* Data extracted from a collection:
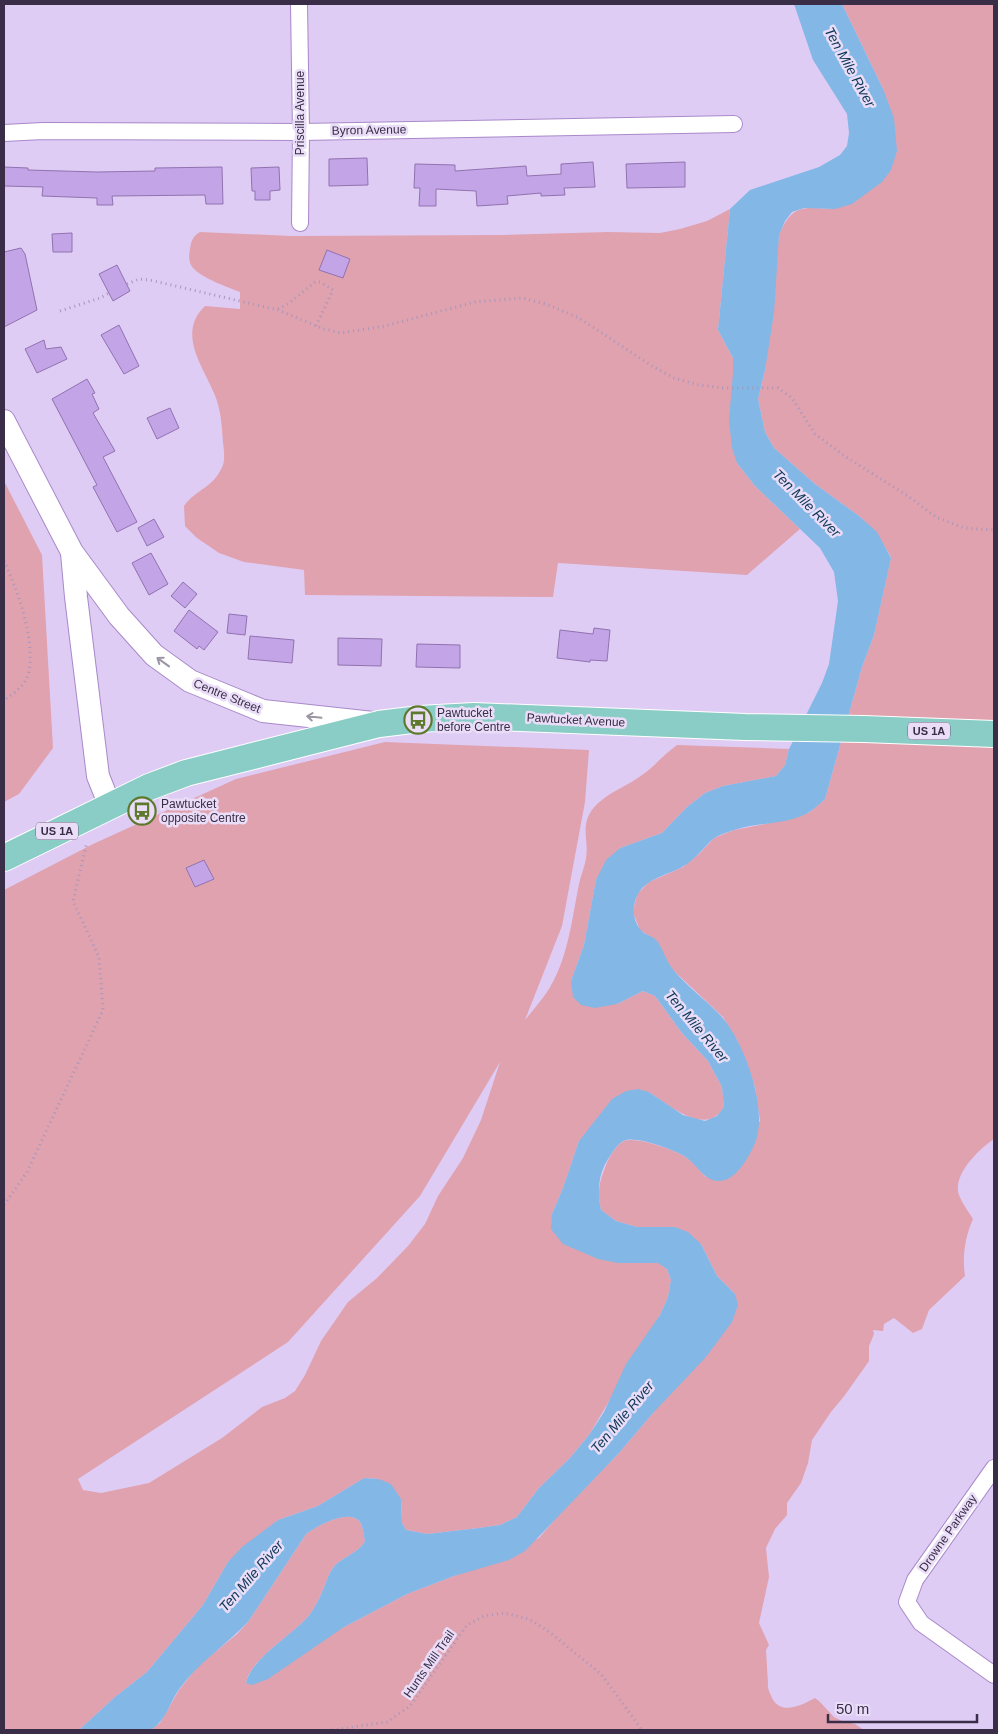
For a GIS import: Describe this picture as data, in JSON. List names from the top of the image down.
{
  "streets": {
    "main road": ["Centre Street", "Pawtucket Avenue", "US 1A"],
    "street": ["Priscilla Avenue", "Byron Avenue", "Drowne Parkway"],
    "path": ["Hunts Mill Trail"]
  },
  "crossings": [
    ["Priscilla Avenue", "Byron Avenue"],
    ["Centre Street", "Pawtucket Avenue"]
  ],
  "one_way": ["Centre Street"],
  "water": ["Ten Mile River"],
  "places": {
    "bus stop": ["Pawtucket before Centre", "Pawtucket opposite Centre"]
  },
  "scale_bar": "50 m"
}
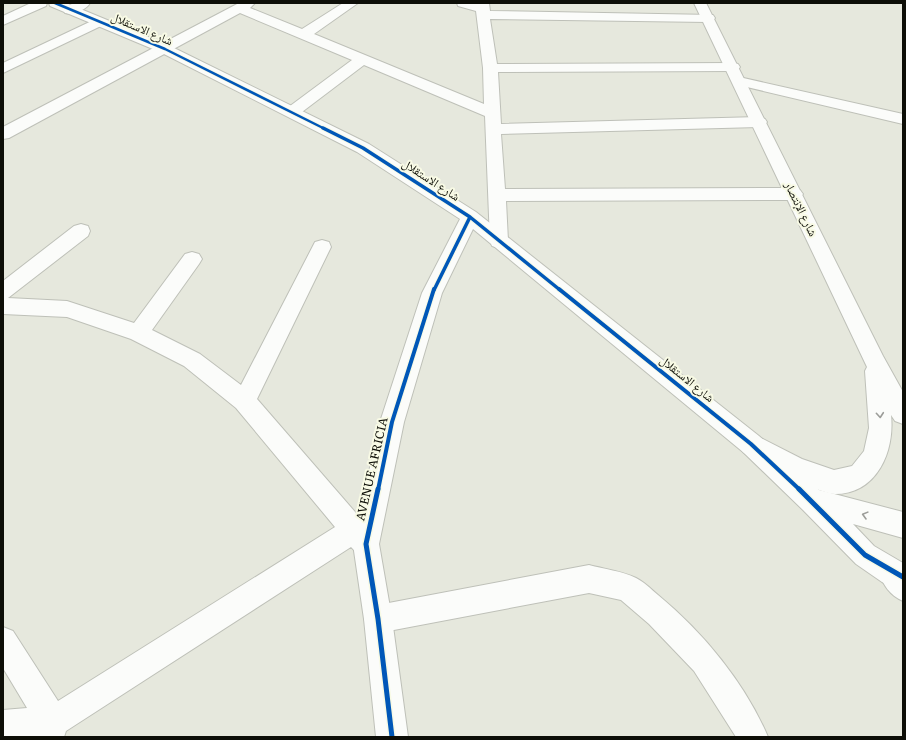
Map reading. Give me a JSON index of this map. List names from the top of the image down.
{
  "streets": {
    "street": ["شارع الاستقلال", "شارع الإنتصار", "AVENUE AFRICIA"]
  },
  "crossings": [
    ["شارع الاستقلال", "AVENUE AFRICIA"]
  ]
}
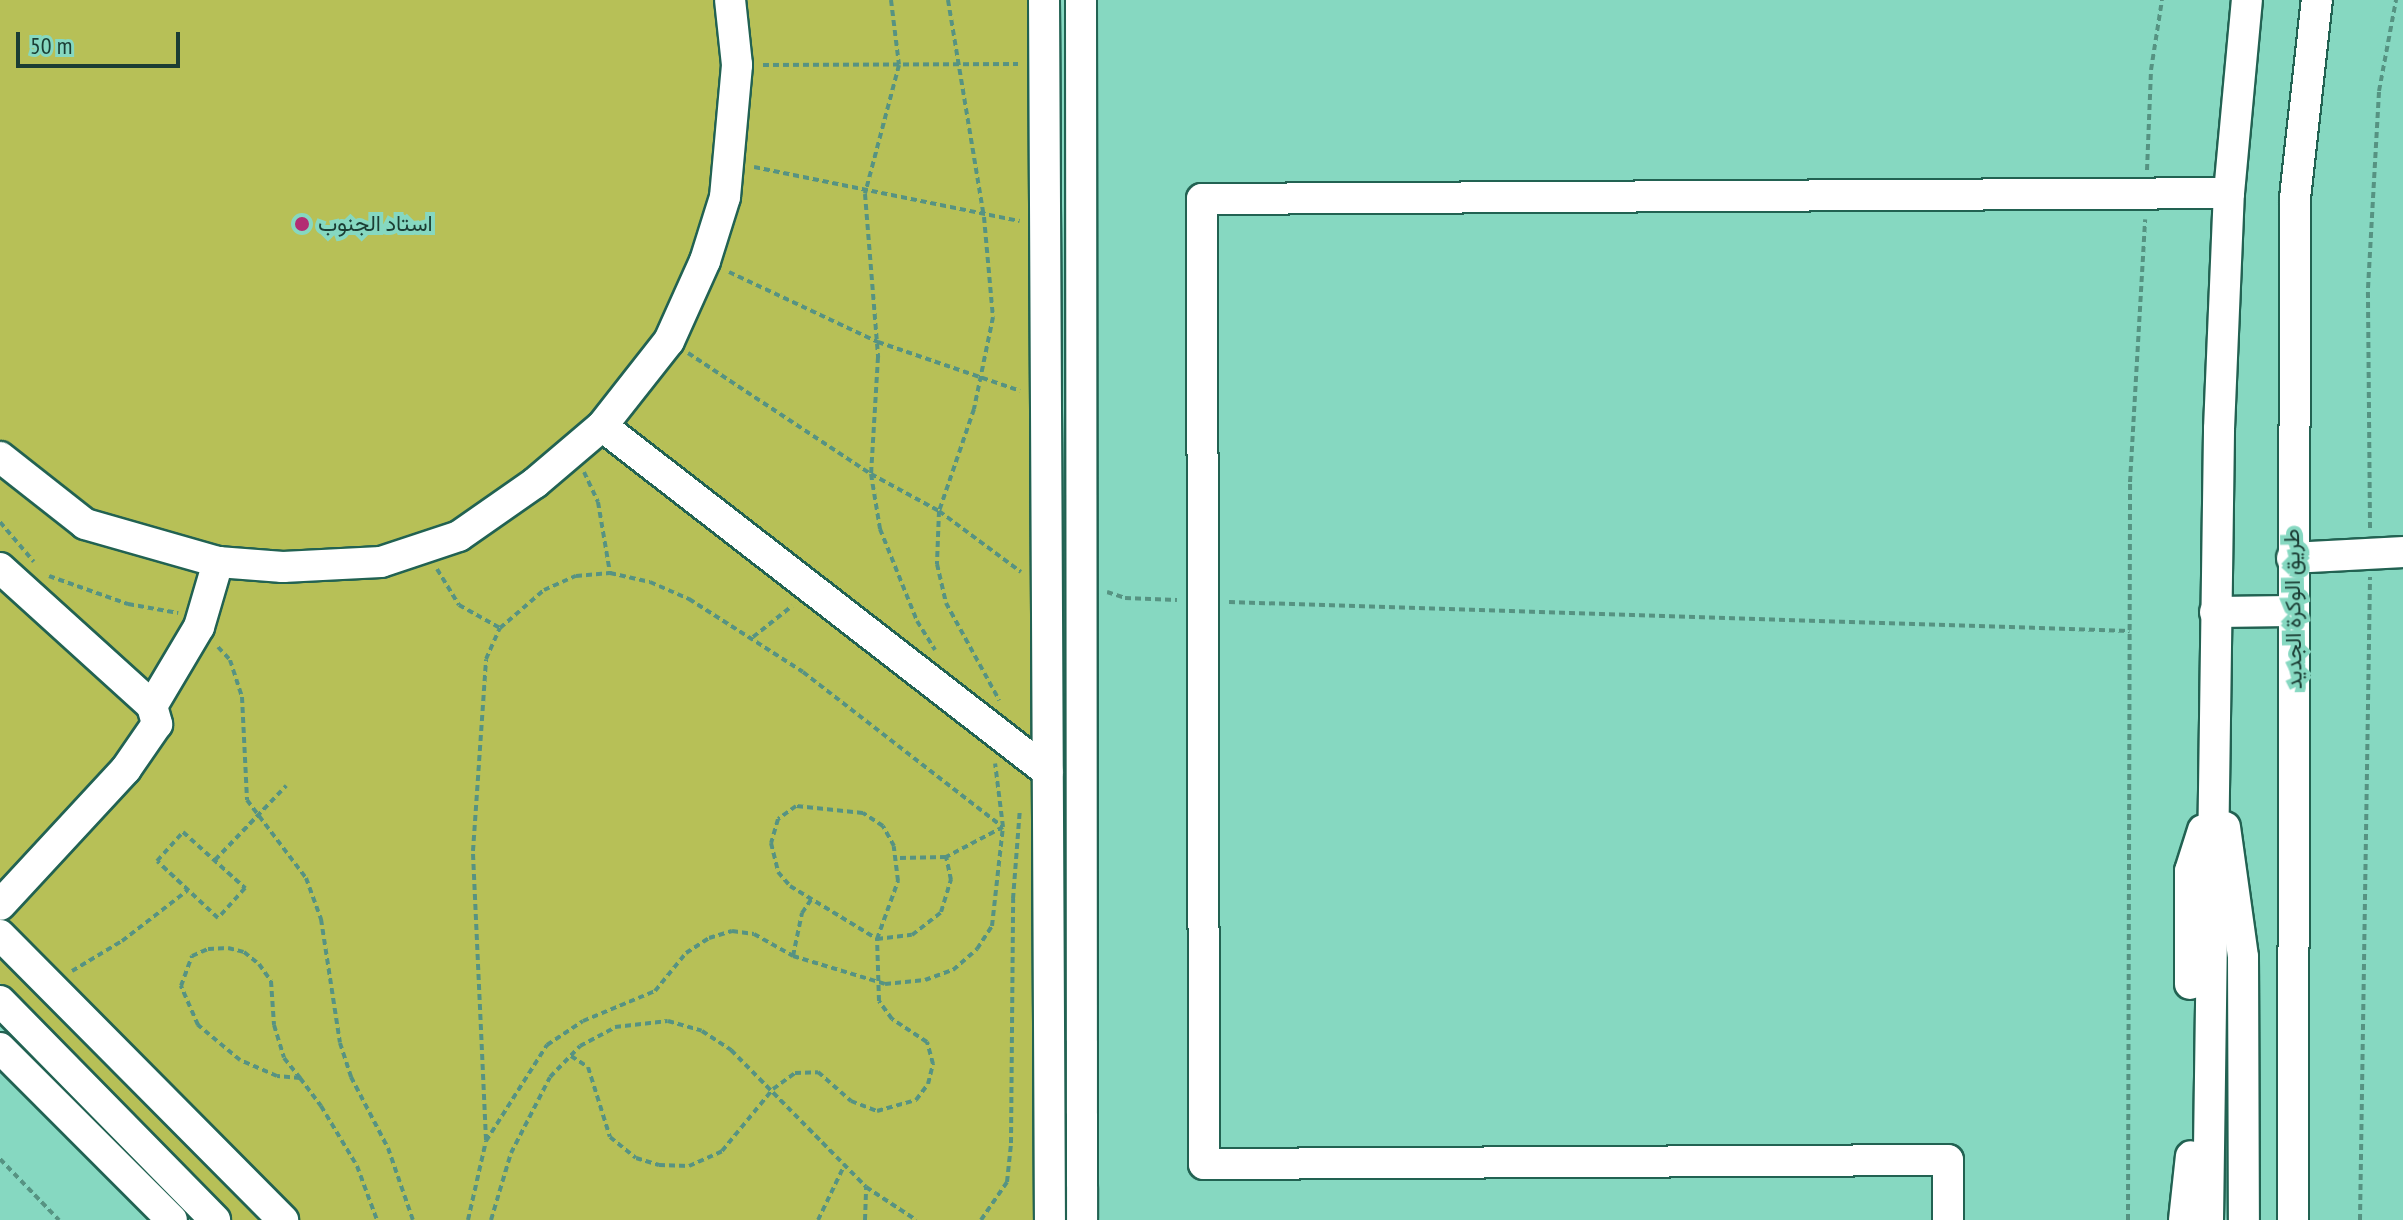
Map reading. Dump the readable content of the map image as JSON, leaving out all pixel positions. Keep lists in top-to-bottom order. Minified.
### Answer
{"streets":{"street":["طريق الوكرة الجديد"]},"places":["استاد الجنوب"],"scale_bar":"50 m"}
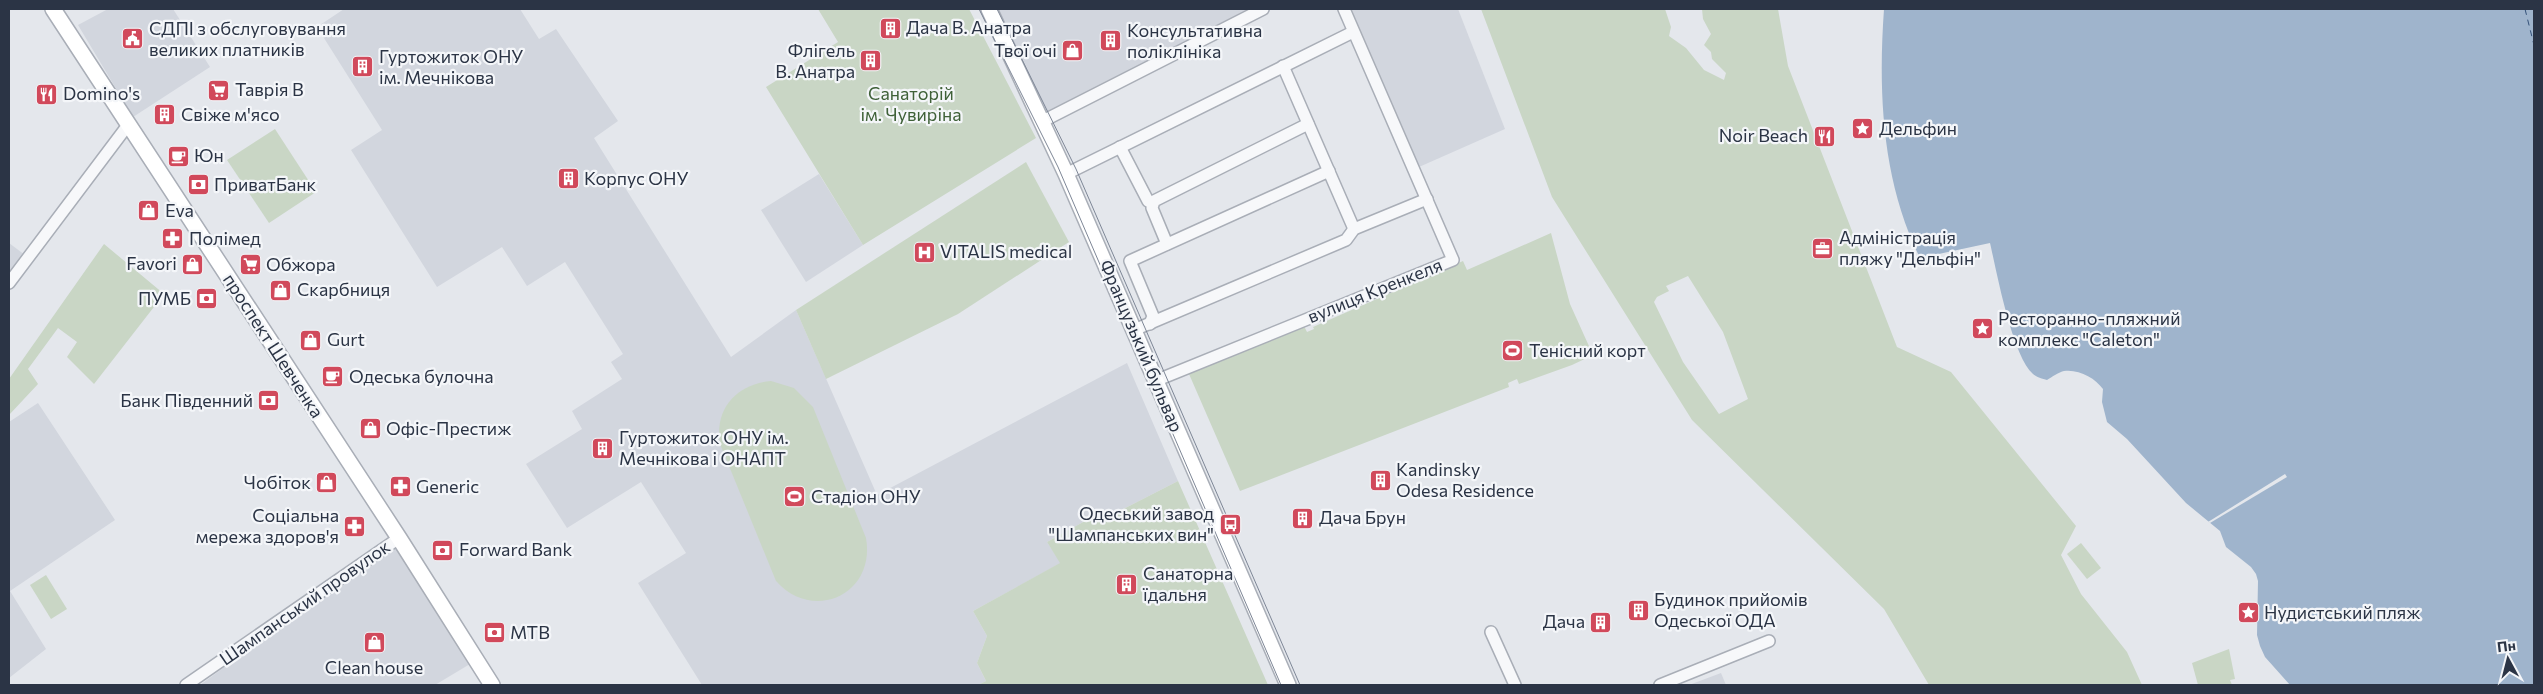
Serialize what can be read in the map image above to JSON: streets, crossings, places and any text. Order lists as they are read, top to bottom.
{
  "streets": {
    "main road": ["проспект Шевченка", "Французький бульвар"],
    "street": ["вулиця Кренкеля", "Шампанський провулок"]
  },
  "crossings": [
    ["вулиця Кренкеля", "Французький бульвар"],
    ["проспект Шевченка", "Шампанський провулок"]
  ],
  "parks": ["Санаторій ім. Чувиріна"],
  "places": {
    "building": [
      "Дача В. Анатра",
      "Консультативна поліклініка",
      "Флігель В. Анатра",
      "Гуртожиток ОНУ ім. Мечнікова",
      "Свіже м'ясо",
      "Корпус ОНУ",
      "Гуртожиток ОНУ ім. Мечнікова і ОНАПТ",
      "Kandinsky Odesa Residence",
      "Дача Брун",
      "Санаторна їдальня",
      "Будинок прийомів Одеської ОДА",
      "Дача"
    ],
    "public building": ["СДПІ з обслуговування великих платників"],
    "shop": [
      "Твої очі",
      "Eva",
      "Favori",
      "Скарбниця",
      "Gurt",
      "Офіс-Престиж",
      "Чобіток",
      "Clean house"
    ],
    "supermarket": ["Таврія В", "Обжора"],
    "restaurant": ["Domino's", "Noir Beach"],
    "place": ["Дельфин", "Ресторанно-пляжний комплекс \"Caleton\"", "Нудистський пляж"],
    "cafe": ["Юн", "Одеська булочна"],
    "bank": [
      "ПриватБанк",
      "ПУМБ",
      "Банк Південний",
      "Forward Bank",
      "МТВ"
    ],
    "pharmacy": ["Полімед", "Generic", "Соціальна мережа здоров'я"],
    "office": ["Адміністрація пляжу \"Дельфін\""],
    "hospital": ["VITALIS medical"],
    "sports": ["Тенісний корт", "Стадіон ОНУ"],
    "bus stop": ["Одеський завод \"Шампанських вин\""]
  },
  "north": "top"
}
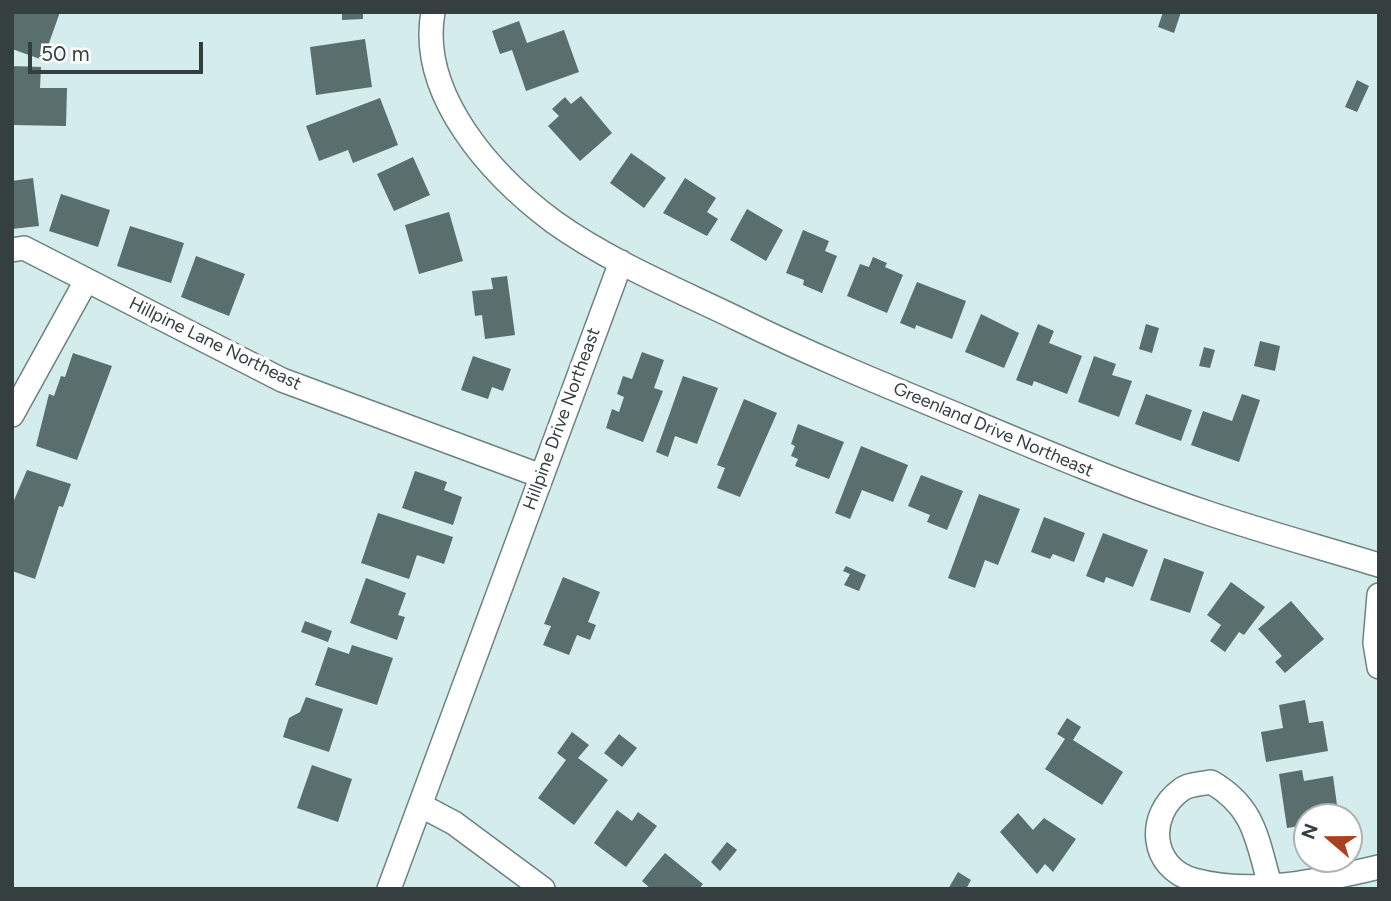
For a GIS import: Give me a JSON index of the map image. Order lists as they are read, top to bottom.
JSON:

* EXERCISE AIM: Output the entries above verbatim, with no picture included.

* ANSWER TO THE PROBLEM:
For a GIS import: Describe this picture as data, in JSON. List names from the top of the image down.
{
  "streets": {
    "main road": ["Centre Street", "Pawtucket Avenue", "US 1A"],
    "street": ["Priscilla Avenue", "Byron Avenue", "Drowne Parkway"],
    "path": ["Hunts Mill Trail"]
  },
  "crossings": [
    ["Priscilla Avenue", "Byron Avenue"],
    ["Centre Street", "Pawtucket Avenue"]
  ],
  "one_way": ["Centre Street"],
  "water": ["Ten Mile River"],
  "places": {
    "bus stop": ["Pawtucket before Centre", "Pawtucket opposite Centre"]
  },
  "scale_bar": "50 m"
}
Map reading. Give me a JSON index of this map. List names from the top of the image down.
{
  "streets": {
    "street": ["شارع الاستقلال", "شارع الإنتصار", "AVENUE AFRICIA"]
  },
  "crossings": [
    ["شارع الاستقلال", "AVENUE AFRICIA"]
  ]
}
Map reading. Dump the readable content of the map image as JSON, leaving out all pixel positions. Keep lists in top-to-bottom order. Minified.
### Answer
{"streets":{"street":["طريق الوكرة الجديد"]},"places":["استاد الجنوب"],"scale_bar":"50 m"}
Serialize what can be read in the map image above to JSON: streets, crossings, places and any text. Order lists as they are read, top to bottom.
{
  "streets": {
    "main road": ["проспект Шевченка", "Французький бульвар"],
    "street": ["вулиця Кренкеля", "Шампанський провулок"]
  },
  "crossings": [
    ["вулиця Кренкеля", "Французький бульвар"],
    ["проспект Шевченка", "Шампанський провулок"]
  ],
  "parks": ["Санаторій ім. Чувиріна"],
  "places": {
    "building": [
      "Дача В. Анатра",
      "Консультативна поліклініка",
      "Флігель В. Анатра",
      "Гуртожиток ОНУ ім. Мечнікова",
      "Свіже м'ясо",
      "Корпус ОНУ",
      "Гуртожиток ОНУ ім. Мечнікова і ОНАПТ",
      "Kandinsky Odesa Residence",
      "Дача Брун",
      "Санаторна їдальня",
      "Будинок прийомів Одеської ОДА",
      "Дача"
    ],
    "public building": ["СДПІ з обслуговування великих платників"],
    "shop": [
      "Твої очі",
      "Eva",
      "Favori",
      "Скарбниця",
      "Gurt",
      "Офіс-Престиж",
      "Чобіток",
      "Clean house"
    ],
    "supermarket": ["Таврія В", "Обжора"],
    "restaurant": ["Domino's", "Noir Beach"],
    "place": ["Дельфин", "Ресторанно-пляжний комплекс \"Caleton\"", "Нудистський пляж"],
    "cafe": ["Юн", "Одеська булочна"],
    "bank": [
      "ПриватБанк",
      "ПУМБ",
      "Банк Південний",
      "Forward Bank",
      "МТВ"
    ],
    "pharmacy": ["Полімед", "Generic", "Соціальна мережа здоров'я"],
    "office": ["Адміністрація пляжу \"Дельфін\""],
    "hospital": ["VITALIS medical"],
    "sports": ["Тенісний корт", "Стадіон ОНУ"],
    "bus stop": ["Одеський завод \"Шампанських вин\""]
  },
  "north": "top"
}
For a GIS import: Give me a JSON index of the map image. Order lists as they are read, top to bottom.
JSON:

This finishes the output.